Since the beginning of the HIV epidemic, it has become clear that a dysfunction of the Blood Brain Barrier was an early event that lead to neurocognitive deficits. Yet the mechanisms of such a dysfunction are still under investigation [18-23]. Our group started by documenting the close relationship between thrombocytopenia, a condition characterized by low platelets, and cognitive alterations [19]. We further demonstrated that altered platelets have a remarkable ability to damage and cross the blood brain barrier [20]. This is not unexpected, since platelets are the source of multiple pro-inflammatory substances, including TNF, IL-6 and CD40, which are known for altering the BBB [18-23]. Besides their role in pathogenesis, platelets might also play a key role in the regulation of brain function. Wachtman et al. identified in the Northeast AIDS cohort a close relationship between platelet’s decline of 100,000/uL or more and increased risk of HIV Dementia [22]. This risk was independent of virologic control, antiretroviral therapy, concurrent HIV-related illness, duration of infection, and levels of education. Platelets carry serotonin, platelet activating factor, brain derived neurotrophic factor, thymus and activation-regulated chemokine, monoamine oxidase, and arachidonic acid products which may negatively impact cognition and mood [18]. All these factors confer platelets a prominent role in maintaining cognitive status [17-22]. Beyond that, a recent analyses of the Multicenter AIDS Cohort Study structural brain imaging sub-study discovered a positive significant relationship between platelet decline and reduced gray matter. Unfortunately, the mechanisms mediating such observations remain highly speculative and highlight the urgency of additional studies. Yet, these findings further confirm that the brain is not free from the action of platelets, and emphasizes the need to revise old platelet paradigms [23].

Translational Research

In summary, platelets are indispensable cells for the cardiovascular system, the immune response, and the maintenance of homeostasis in the central nervous system. Because knowledge needs to be precise, we can no longer ignore these compelling findings: scientists, health care providers, academia and even health websites should revisit their definition of platelets, and revise the description of its essential functions.
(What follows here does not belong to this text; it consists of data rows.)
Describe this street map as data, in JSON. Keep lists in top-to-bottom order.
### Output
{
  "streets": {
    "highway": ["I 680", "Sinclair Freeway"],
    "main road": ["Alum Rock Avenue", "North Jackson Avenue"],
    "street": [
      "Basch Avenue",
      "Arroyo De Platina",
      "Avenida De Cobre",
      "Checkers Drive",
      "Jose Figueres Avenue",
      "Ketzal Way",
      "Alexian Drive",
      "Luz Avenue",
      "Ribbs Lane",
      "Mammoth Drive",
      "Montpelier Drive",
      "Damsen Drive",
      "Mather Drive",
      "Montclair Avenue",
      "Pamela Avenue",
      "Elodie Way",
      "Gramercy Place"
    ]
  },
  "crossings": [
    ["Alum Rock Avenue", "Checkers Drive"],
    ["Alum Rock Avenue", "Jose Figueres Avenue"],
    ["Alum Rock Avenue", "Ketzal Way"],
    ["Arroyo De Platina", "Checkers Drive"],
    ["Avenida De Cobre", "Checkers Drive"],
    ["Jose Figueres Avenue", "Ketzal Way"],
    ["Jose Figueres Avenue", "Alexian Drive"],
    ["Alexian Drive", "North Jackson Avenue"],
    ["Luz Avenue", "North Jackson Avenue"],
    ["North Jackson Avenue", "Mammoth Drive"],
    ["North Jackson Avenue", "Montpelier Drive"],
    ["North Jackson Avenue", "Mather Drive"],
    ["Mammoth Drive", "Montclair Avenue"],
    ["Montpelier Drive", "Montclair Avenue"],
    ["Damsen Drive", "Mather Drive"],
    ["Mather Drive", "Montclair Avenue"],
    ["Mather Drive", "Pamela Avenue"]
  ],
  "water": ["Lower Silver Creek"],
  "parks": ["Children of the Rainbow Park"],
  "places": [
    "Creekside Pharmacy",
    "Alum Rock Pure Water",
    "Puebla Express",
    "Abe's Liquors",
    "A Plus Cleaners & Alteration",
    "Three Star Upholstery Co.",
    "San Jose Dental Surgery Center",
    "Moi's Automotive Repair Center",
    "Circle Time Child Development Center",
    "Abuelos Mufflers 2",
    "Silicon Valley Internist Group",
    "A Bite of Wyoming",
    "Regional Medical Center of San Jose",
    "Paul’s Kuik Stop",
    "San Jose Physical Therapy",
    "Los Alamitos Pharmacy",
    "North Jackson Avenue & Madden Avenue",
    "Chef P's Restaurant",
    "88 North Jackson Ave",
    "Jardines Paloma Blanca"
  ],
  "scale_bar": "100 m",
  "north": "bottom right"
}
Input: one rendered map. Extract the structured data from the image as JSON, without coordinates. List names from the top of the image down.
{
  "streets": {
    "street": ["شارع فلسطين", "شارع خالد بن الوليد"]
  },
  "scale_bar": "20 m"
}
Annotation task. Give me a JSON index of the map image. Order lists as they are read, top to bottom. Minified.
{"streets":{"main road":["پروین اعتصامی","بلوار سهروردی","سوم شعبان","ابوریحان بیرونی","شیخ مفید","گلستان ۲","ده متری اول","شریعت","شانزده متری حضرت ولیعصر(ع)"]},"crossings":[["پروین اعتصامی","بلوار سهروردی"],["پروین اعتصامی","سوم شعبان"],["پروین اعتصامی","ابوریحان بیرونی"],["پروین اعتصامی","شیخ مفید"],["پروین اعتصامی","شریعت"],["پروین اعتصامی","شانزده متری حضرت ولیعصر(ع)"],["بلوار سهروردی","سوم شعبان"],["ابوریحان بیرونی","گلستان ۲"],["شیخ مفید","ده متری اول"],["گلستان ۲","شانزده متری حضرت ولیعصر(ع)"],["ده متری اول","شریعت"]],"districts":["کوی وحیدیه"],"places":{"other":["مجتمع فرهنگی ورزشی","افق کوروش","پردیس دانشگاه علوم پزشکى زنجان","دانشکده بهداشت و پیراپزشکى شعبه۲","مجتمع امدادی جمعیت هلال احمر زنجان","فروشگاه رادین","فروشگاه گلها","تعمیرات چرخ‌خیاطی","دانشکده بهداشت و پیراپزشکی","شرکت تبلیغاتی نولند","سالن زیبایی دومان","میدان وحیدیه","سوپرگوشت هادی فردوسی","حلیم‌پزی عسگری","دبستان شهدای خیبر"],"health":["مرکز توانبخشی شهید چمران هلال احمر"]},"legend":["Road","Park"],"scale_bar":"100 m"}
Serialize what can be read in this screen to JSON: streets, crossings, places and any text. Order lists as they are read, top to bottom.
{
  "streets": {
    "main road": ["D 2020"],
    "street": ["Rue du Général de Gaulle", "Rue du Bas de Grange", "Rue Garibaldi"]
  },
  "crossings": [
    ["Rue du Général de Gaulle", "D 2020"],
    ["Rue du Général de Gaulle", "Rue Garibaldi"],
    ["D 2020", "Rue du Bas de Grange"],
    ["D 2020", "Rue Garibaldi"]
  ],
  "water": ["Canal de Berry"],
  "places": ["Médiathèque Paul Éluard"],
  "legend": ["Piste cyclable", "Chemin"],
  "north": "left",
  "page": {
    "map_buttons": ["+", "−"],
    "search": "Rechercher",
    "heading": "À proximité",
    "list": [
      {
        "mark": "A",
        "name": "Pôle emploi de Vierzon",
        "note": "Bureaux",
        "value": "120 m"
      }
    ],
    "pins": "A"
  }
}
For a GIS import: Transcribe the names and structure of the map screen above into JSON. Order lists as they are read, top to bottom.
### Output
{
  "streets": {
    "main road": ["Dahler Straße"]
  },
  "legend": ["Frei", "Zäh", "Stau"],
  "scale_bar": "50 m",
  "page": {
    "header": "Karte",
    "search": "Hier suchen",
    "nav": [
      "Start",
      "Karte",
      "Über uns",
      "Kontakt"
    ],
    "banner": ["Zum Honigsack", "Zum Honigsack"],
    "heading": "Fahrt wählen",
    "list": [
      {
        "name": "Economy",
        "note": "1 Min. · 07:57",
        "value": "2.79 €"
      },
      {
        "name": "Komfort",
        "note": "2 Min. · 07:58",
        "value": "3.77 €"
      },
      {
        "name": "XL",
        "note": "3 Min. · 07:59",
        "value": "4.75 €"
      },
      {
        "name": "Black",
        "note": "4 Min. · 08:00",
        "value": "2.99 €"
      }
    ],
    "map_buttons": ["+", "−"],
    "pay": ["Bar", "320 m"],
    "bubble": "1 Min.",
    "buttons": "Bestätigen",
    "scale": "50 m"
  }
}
Beyond scientific accuracy, platelets need to be in the clinical spotlight because more and more scientists are documenting that platelets have proven to be excellent markers of disease risks and mortality. Platelets are also now explored as potential targets of therapy, given their involvement in the regulation of regenerative processes, both in the liver and in the brain by interacting with stem/progenitor cells. We hope that the readers will elicit scientific stimulation for future studies. Hopefully this brief summary will be useful for health care providers and will change clinical day-to-day practice.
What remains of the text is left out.